Through China’s new geopolitical diplomacy, and the government’s aggressive ‘Go Abroad’ outward investment strategy, some 30 agricultural cooperation deals have been sealed in recent years to give Chinese firms access to ‘friendly country’ farmland in exchange for Chinese technology, training and infrastructure development funds.

“In the next three years, China will organize 50 groups of agricultural experts to Africa for transferring and disseminating agro-technology and for putting into place a system of agro-technology promotion among African countries…China will continue to encourage competent and reputable agro-businesses to invest in Africa, and transfer and deploy China’s technology and managerial expertise in agriculture. China continues to identify infrastructure as a priority for China-Africa cooperation and will intensify investments in infrastructure projects across Africa.”

The day that the food starts to run out in the world may come far more quickly than most of us imagine. The climate crisis is already arriving far more quickly than scientists expected and proving far more dangerous. One of the most comprehensive models of the impact of climate change, carried out in 2007 by William R Cline, predicts that crop productivity in the developing world is likely to decline drastically—by 21 per cent over the next 80 years.

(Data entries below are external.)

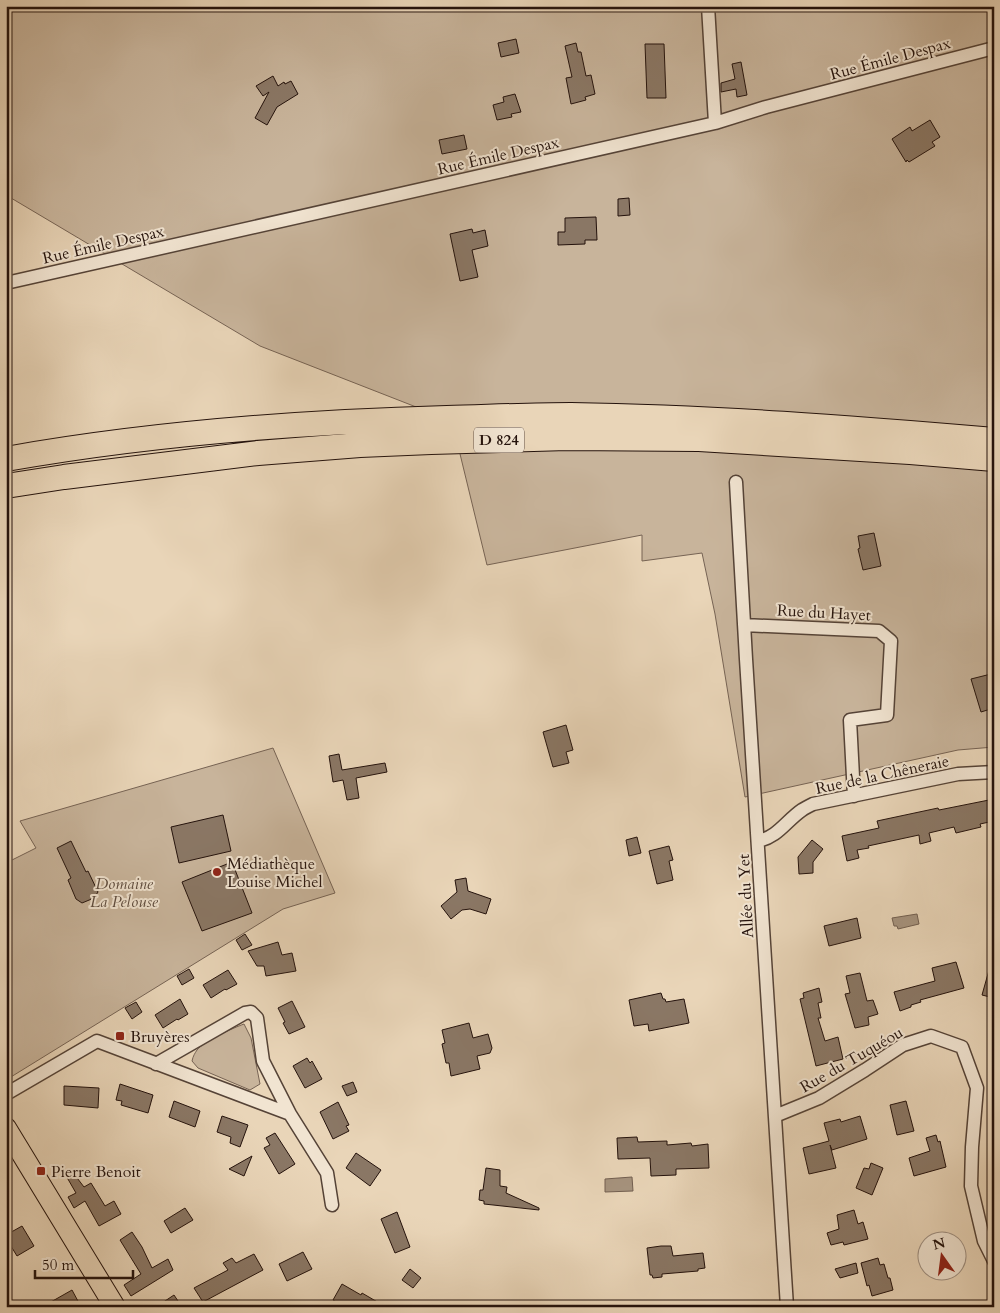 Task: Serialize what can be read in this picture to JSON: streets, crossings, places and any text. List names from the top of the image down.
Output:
{
  "streets": {
    "highway": ["D 824"],
    "street": [
      "Rue Émile Despax",
      "Rue du Hayet",
      "Rue de la Chêneraie",
      "Allée du Yet",
      "Rue du Tuquéou"
    ]
  },
  "crossings": [
    ["Rue du Hayet", "Rue de la Chêneraie"],
    ["Rue du Hayet", "Allée du Yet"],
    ["Rue de la Chêneraie", "Allée du Yet"],
    ["Allée du Yet", "Rue du Tuquéou"]
  ],
  "parks": ["Domaine La Pelouse"],
  "places": {
    "other": ["Médiathèque Louise Michel"],
    "transit": ["Bruyères", "Pierre Benoit"]
  },
  "scale_bar": "50 m",
  "north": "top"
}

Many impoverished governments in sub-Saharan Africa are sorely tempted by the offer of money up-front; they are letting go of land needed to feed their own populations. The Sudanese government has sold a 99-year lease on 1.5 million hectares of prime farmland to the Gulf states, Egypt and South Korea. But Sudan is also the world’s largest recipient of foreign aid, with 5.6 million of its citizens dependent on food packages from abroad. All principles of basic justice tell us that Sudan should be using this land to feed its own people.

If any of you read (or saw) Michael Pollan’s, The Botany of Desire,  the world destroys its biodiversity at its peril, for it is hugely important to have genetically varied populations and species-rich natural and agricultural ecosystems, particularly at times of environmental stress. Biodiversity plays a crucial role in supplying the raw materials and the genes that make possible the emergence of the new plant varieties on which we all depend. Such new varieties will be urgently required as the world heats up. Outside investors, however (working with large private companies), are destroying existing ecosystems and creating huge areas of monoculture crops dependent on chemical fertilizers and pesticides.

Two years ago many financial players—the investment houses that manage workers’ pensions, private equity funds, hedge funds, big grain traders and so on—saw that the sub-prime mortgage bubble was about to burst and moved money into the safer commodities market. Although there was no real shortage of food, food prices (especially of cereals, but also of dairy and meat) rose dramatically. In July of this year, Der Spiegel covered the first investors’ conference on the emerging worldwide market in farmland—Global AgInvesting 2009, held in New York (it was translated here). I’ll end this post, just as the article did, but with one big reminder/reference back to FAO’s director-general: “We have the resources to eradicate hunger from the world so it is now a matter of political will, and political will is influenced by public opinion.” Let yours be known!

“[O]ne of the speakers is reciting numbers to illustrate how fast the global population is growing: By 154 people per minute [less the 20 that will die of starvation in that time], 9,240 per hour or 221,760 per day. And each one of them wants to eat.”